Commentaires issus du site ici-c-nancy
« Considérée à présent comme un lieu d’échange et un espace public en partage, la place des Vosges se dévoile selon un projet de réaménagement imaginé par l’architecte nancéien Lucien Colin. À commencer par les sols, le goudron qui recouvrait intégralement la voirie et les trottoirs a été remplacé par du granit gris avec du granit noir pour les espaces réservés aux transports en communs. Un peu plus loin, toujours sous les pieds des citadins, ce sont les anciens pavés de la place Stanislas qui habillent élégamment les sols des terrasses des cafés et restaurants.
L’art contemporain prend également possession de la place à travers une œuvre de Daniel BUREN « Le Bouquet », installée sur le parvis. Conçue en 1988, l’œuvre est la propriété du FRAC Lorraine…

L’œuvre en question montre un mât métallique haut de 10 mètres orné de 8 bannières en tissu qui font 4 mètres de long traversées sur chacune d’entre elles des rayures de Buren qui font 8,7 cm de large. Une œuvre dynamique et mouvante jouant avec le couleur du ciel et avec le vent ».
Le Bouquet de Buren, écho mouvant et contemporain aux bannières et fanions historiques figés dans la mémoire de cet ex-lieu de démonstration du pouvoir de la cour de Lorraine, est une invitation à regarder l’avenir tout en habitant la place par sa dimension festive, en reprenant les codes du pavoisement des célébrations officielles. »

Le Coeur du Grand Nancy

Place de la République, on peut voir cette oeuvre de Jorge Orta qui se nomme : le Cœur du Grand Nancy.
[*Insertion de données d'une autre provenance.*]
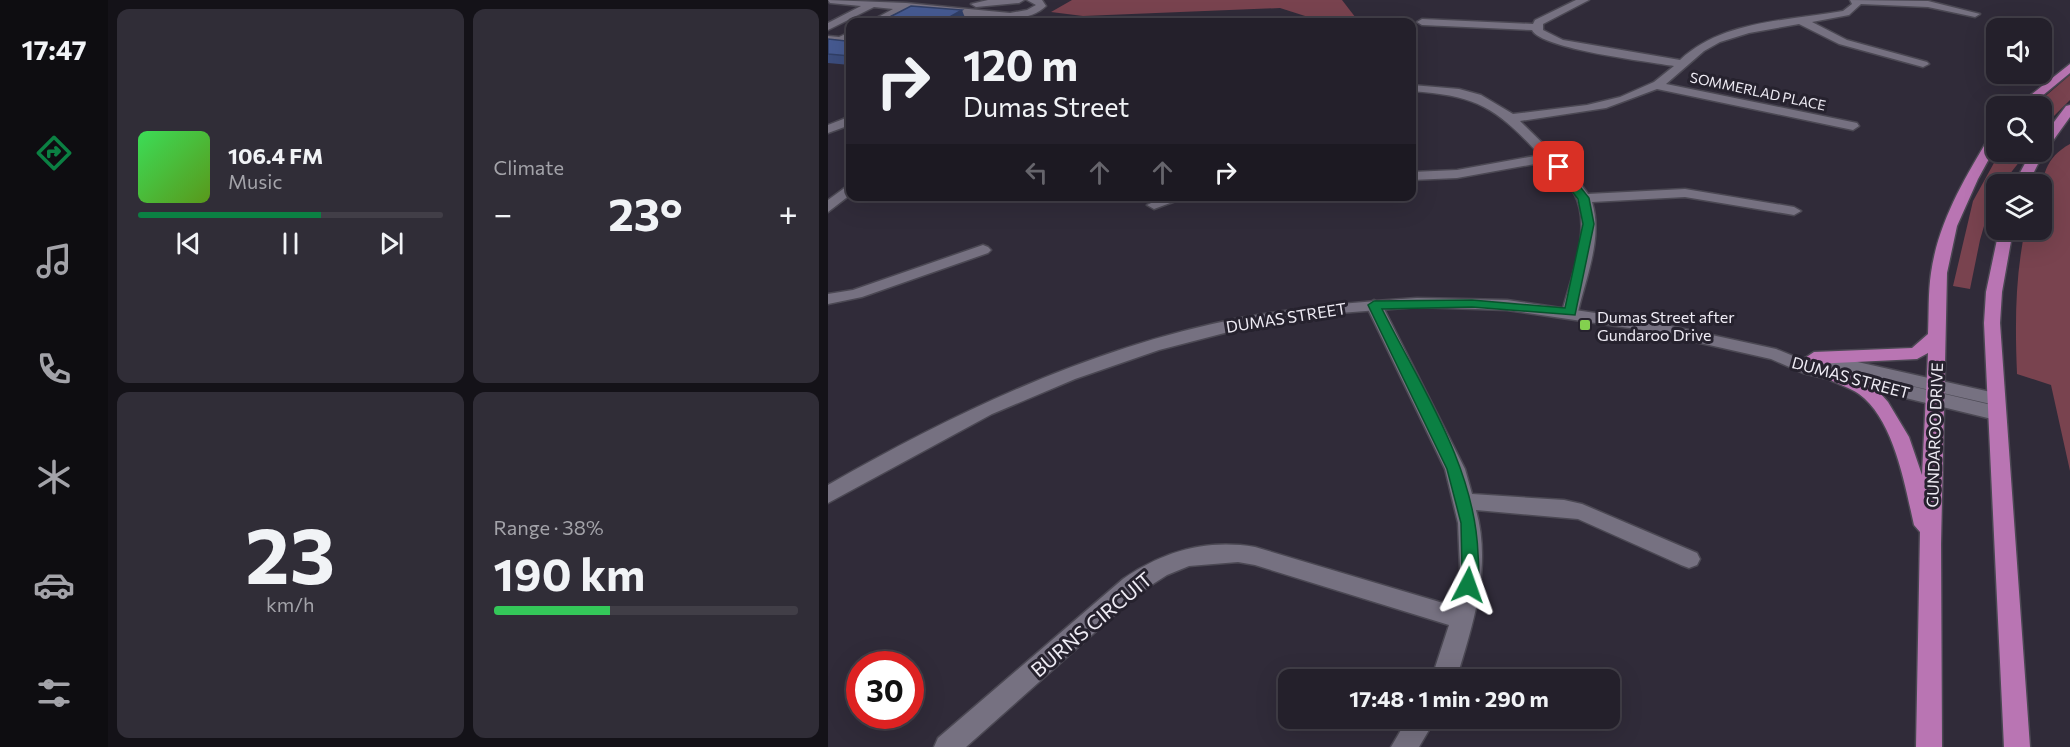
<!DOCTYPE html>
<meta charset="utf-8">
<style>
:root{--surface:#24202b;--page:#302d37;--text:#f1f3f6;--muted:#a3a3a9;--line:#413e47;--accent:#0b8043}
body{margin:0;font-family:Commissioner,sans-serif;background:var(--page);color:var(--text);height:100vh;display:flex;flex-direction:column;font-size:22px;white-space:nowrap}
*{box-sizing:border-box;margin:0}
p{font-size:20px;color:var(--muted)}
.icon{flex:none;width:33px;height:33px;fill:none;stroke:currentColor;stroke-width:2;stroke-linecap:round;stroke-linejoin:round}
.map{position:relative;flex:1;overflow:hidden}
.side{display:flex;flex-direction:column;gap:9px;padding:9px;background:#141218;width:720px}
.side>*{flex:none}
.guide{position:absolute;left:18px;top:18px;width:570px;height:183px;border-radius:12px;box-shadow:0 6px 24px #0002,0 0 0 2px var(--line);background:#24202b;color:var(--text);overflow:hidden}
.controls{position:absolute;left:1158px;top:18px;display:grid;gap:12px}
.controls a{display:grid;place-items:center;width:66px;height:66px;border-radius:12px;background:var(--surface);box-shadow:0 6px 24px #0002,0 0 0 2px var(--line);font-size:30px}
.speed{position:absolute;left:18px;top:651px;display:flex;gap:12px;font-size:30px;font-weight:700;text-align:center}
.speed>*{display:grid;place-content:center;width:78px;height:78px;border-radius:50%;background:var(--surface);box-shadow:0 6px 24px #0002,0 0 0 2px var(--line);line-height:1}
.speed .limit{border:9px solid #d22;background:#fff;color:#111}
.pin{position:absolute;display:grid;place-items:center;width:51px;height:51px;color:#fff;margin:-26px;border-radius:12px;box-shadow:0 3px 9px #0006}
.me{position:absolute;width:66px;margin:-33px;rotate:4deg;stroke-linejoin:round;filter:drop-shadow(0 0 4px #0008)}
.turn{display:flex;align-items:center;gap:21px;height:126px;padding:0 18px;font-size:27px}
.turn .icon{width:78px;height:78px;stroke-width:2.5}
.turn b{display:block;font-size:42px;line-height:51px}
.lanes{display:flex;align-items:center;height:57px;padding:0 18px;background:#0003;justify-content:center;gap:30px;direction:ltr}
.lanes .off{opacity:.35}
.big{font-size:45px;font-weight:700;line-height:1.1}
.side .widget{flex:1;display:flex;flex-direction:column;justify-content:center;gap:9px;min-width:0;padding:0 21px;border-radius:12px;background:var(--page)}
.side .dial{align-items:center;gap:0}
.dial b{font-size:78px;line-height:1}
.song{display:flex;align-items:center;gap:18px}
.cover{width:72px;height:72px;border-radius:9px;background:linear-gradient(135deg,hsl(130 70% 55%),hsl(90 70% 35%))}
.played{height:6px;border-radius:3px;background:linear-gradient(90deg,var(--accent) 60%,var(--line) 60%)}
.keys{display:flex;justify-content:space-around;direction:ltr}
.heat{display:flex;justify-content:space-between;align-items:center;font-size:33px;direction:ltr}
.charge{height:9px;border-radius:4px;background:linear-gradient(90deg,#34c759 38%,var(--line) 0)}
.side .tiles{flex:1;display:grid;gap:9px;grid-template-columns:repeat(2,1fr)}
.trip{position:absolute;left:450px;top:669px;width:342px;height:60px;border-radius:12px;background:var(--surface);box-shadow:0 6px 24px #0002,0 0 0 2px var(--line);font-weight:700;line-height:60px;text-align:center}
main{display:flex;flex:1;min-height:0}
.dock{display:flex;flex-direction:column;width:108px;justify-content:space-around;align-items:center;background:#0e0d11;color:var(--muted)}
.dock .icon{width:42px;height:42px}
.dock .on{color:var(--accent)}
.dock b{font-size:27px;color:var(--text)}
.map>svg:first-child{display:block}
.green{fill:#79434f}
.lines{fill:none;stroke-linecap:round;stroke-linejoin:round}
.minor-casing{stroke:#4b4853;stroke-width:3}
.tertiary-casing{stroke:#4b4853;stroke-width:3}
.primary-casing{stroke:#4b4853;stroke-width:3}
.minor{fill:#767181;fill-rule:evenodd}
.tertiary{fill:#767181;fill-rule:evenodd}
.primary{fill:#b975b3;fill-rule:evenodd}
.wall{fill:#3c4d7d}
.shaded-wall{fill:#313f66}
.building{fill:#465a91;stroke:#313f66;stroke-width:1.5}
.route{fill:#0b8043;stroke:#07532c;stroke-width:1.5}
.poi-dot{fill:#83d04f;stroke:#26222e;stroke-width:2}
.labels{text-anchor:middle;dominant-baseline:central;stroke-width:6;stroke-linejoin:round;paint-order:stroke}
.far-street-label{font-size:14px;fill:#eeebf4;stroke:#26222e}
.poi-label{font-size:16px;fill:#eeebf4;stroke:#26222e;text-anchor:start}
.street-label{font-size:16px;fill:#eeebf4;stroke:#26222e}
.near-street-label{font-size:20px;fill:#eeebf4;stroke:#26222e}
</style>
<main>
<nav class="dock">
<b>17:47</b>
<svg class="icon on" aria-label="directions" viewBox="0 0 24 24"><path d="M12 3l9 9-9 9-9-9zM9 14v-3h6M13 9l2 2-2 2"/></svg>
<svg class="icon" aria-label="music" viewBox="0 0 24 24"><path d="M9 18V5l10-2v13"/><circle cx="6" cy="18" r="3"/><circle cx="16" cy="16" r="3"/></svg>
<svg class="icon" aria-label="phone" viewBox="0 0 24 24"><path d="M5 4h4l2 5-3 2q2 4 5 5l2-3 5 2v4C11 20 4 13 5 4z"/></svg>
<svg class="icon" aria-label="climate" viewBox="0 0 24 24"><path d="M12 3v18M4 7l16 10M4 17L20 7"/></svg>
<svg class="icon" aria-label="car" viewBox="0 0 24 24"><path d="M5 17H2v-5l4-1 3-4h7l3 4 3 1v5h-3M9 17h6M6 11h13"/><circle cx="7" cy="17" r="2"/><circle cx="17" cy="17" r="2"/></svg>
<svg class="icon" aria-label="filters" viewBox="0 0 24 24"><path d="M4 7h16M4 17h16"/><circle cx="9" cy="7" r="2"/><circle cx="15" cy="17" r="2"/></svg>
</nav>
<section class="side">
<div class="tiles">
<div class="widget">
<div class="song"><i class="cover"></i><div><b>106.4 FM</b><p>Music</p></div></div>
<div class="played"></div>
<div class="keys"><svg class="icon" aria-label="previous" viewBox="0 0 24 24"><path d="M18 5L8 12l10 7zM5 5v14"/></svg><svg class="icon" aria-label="pause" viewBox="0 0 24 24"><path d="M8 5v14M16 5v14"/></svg><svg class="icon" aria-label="next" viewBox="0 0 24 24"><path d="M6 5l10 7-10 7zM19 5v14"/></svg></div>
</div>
<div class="widget"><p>Climate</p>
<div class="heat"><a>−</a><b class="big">23°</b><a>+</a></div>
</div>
<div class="widget dial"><b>23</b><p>km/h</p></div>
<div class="widget"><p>Range · 38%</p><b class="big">190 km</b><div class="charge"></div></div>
</div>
</section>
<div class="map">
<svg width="1242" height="747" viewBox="0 0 1242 747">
<rect width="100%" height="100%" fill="#302b39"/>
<!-- green -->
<path class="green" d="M 244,0 L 514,0 L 531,22 L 496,22 L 452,8 L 255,16 L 223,12 Z
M 1242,75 L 1242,100 L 1214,128 L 1214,106 L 1206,106 Z
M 1242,144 L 1242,471 L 1223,385 L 1189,374 C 1187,324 1187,278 1197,230 L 1214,230 C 1214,195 1207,163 1242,144 Z
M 1172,152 L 1199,152 L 1174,184 L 1168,184 L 1152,240 L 1142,289 L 1125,286 L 1145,201 Z"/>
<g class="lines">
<defs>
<path id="minor" d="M 0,0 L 78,3 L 182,13 L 199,10 L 208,5 L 199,0 L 214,0 L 218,6 C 190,34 117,8 81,10 C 67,11 56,22 41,22 L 65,9 L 46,7 L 0,30 L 0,23 L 33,6 L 2,3 Z
M 160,0 L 196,0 L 191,3 L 148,7 L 143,4 Z
M 748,0 L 761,0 L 715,24 L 715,30 L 735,40 L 852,60 C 895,20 959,21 1015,11 L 1024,4 L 1022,0 L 1100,1 L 1152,14 L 1147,17 L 1100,7 L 1033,4 L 1021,15 L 984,22 L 1019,40 L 1099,62 L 1101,64 L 1095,67 L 1011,44 L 971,24 L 921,33 L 892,42 L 876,51 L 838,84 L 1029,123 L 1031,126 L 1025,130 L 829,89 L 778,108 L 692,121 L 745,173 L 760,194 L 857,189 L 966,207 L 973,211 L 966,215 L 857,197 L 764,202 C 775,238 758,277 750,312 L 742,317 L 734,312 C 743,277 765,228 746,193 C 740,181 728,171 718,162 L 629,178 L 584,180 L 584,172 L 629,170 L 712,155 C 667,107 650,96 584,91 L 584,85 L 631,89 L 653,95 L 685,114 L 759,105 L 792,97 L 826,82 L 846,66 C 822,62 713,49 704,30 L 594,25 L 589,22 L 594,19 L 705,24 L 707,20 Z
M 22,32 L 22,39 L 13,43 L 0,42 L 0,36 L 11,37 Z
M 18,118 L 22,119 L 22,125 L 0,133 L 0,125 Z
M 22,184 L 22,195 L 0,212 L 0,200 Z
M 338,196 L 361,196 L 326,209 L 319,205 Z
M 155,245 L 160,247 L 163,250 L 160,253 L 34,297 L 0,304 L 0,294 L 25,290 Z
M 546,300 L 554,305 L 637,469 L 644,494 L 736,500 L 754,504 L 869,553 L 872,559 L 869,565 L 861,568 L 853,565 L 750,519 L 648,510 C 664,567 645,625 628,680 L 603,680 L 621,625 L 427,565 L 410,562 L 361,566 L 339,575 L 311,593 L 138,747 L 106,747 L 110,738 L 295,579 C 336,551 378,539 427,547 L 625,606 L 632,569 L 630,523 L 617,469 L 538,305 Z
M 580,718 L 608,718 L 591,747 L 563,747 Z"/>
<path id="tertiary" d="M 589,298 L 679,300 L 815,320 L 948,349 L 980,362 L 1168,406 L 1175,408 L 1177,413 L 1175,418 L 1168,420 L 975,373 L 943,359 L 815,330 L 679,310 L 589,307 L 499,314 L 412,329 L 331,350 L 247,379 L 164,414 L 0,503 L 0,485 C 129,411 265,347 412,318 C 471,307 529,302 589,298 Z
M 1003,356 L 1167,393 L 1174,395 L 1176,399 L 1174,403 L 1167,405 L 997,366 L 994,362 L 997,358 Z"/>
<path id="primary" d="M 1242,64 L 1242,73 L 1202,106 L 1189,106 Z
M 1242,105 L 1242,117 L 1219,149 L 1214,150 L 1216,152 L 1200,184 L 1186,184 L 1203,152 L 1214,152 L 1214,138 L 1238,106 Z
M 1168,132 L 1168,146 L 1150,179 L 1129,226 L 1119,273 L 1113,544 L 1114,747 L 1088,747 L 1092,532 L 1086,525 C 1077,486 1066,419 1031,394 C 1021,387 1009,384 998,378 L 995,374 L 1004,368 L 1010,370 L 1045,385 L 1060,402 L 1081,437 L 1094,475 L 1100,353 L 1089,359 L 986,364 L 977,358 L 986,352 L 1084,348 L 1100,334 C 1101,314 1100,293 1103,273 C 1110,223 1136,179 1162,136 Z
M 1171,230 L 1185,230 L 1174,292 L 1172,323 L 1202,747 L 1176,747 L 1156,323 L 1158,292 Z"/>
</defs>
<!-- minor casing -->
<use href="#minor" class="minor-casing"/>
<!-- tertiary casing -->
<use href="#tertiary" class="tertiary-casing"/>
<!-- primary casing -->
<use href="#primary" class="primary-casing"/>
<!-- minor -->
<use href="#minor" class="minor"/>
<!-- tertiary -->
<use href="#tertiary" class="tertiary"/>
<!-- primary -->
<use href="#primary" class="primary"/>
</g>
<!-- wall -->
<path class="wall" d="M 22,38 L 22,65 L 0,63 L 0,39 L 18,41 Z"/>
<!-- shaded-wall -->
<path class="shaded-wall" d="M 134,10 L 137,18 L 130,22 L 113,22 Z"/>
<!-- building -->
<path class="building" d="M 83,6 L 134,10 L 113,22 L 52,22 Z
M 22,38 L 22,56 L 0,54 L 0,39 L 18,41 Z"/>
<!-- route -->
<path class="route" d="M 728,165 L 735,165 L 761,198 L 766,224 L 747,315 L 644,307 L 554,309 C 593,387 647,466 650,554 C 651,567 652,580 646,591 L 634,591 L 632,585 L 634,569 L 633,523 L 619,469 L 540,305 L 546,301 L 644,300 L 737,308 L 755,224 L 750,199 L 726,167 Z"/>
<!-- markers -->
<rect class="poi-dot" x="751" y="319" width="12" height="12" rx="3"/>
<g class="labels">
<!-- far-street labels -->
<g class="far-street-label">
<text transform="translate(930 91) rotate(12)">SOMMERLAD PLACE</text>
</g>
<!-- poi labels -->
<g class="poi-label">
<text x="769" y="316">Dumas Street after<tspan x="769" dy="18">Gundaroo Drive</tspan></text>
</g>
<!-- street labels -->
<g class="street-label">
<text transform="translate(458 317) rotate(-9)">DUMAS STREET</text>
<text transform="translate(1023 377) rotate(15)">DUMAS STREET</text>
<text transform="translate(1106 435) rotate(-88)">GUNDAROO DRIVE</text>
</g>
<!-- near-street labels -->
<g class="near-street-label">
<text transform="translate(263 624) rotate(-40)">BURNS CIRCUIT</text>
</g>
</g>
</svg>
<div class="controls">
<a><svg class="icon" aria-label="sound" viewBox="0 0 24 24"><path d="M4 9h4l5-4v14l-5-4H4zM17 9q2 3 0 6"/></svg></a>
<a><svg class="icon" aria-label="search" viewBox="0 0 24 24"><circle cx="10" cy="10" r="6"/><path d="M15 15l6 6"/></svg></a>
<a><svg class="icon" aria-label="layers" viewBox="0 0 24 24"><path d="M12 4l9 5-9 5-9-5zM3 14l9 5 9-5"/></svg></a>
</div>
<div class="speed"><div class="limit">30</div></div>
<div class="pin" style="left:731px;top:167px;background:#d93025"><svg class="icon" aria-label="arrive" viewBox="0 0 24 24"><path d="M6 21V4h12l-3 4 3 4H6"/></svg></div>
<svg class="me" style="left:640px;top:585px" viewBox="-20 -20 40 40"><path d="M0-17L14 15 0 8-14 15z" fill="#0b8043" stroke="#fff" stroke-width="4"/></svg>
<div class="trip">17:48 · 1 min · 290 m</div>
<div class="guide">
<div class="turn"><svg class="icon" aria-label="right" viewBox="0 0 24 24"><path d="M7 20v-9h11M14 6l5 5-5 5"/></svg><div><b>120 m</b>Dumas Street</div></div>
<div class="lanes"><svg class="icon off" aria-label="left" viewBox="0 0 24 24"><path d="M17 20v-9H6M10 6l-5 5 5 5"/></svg><svg class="icon off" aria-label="ahead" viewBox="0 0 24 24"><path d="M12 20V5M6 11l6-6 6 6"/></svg><svg class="icon off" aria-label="ahead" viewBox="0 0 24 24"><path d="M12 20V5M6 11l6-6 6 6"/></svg><svg class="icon" aria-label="right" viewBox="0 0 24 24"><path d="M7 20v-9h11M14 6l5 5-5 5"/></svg></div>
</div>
</div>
</main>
Elle a été inaugurée le dimanche 20 juillet 2003, en même temps que se déroulaient, à Nancy, les 14ème Jeux Mondiaux des Transplantés.
Cette sculpture a pour but de célébrer le don d’organes.
Dans le coeur doré à l’or fin, situé au sommet de la sculpture, a été scellé « la charte du don », qui résulte du travail réalisé par 35000 collégiens du département.

Le Mur

Infos tirées du site du Mur

« Le MUR Nancy est un projet artistique et culturel, mis en place et mené par quatre passionnés nancéiens (Grégory Bertin, Pierre Ligier, Séraphin Armand et Julien Pesce), s’inspirant d’une association préexistante dans la ville de Paris….
…L’engouement pour l’art urbain est devenu considérable. Le succès remporté par des événements nationaux et le grand nombre de commandes publiques impulsées par les municipalités en témoignent largement. En région Lorraine, de nombreuses initiatives voient également le jour : expositions, résidences d’artistes, festivals et événements dédiés sont autant de marqueurs de cette émulation autour de l’art urbain….
…En mettant en place ce projet sur le mur du centre commercial Saint Sébastien, l’association Le MUR Nancy souhaite créer un espace d’expression pour les artistes et s’engager dans une démarche de sensibilisation des publics. Ainsi, le MUR Nancy est à la fois un projet de production artistique et de médiation culturelle. Il œuvre dans le but de concilier ou réconcilier le spectateur avec le graffiti et le street art, en présentant les multiples facettes de ces mouvements. Enfin Le MUR Nancy, à l’image de ses homologues français (Paris, Bordeaux, Marseille, Mulhouse, Saint Étienne, etc.) est un projet qui s’engage en faveur de l’art contemporain et de son développement dans la ville et le territoire lorrain…

Chaque 3ème samedi du mois une nouvelle œuvre remplace la précédente. Jusqu’au 15 septembre, c’est « Fenx ». Ses oeuvres présentent une lecture intuitive au premier abord, le mélange d’illustrations inspirées de comics et d’accumulation de tags évoquant, de façon limpide, une volonté de provoquer un choc entre deux cultures iconiques d’époques différentes. Les messages qui s’y cachent sont moins faciles à discerner, l’artiste ayant à cœur de dissimuler, dans la plupart de ses créations, des références à des phénomènes de société ou à des expériences personnelles.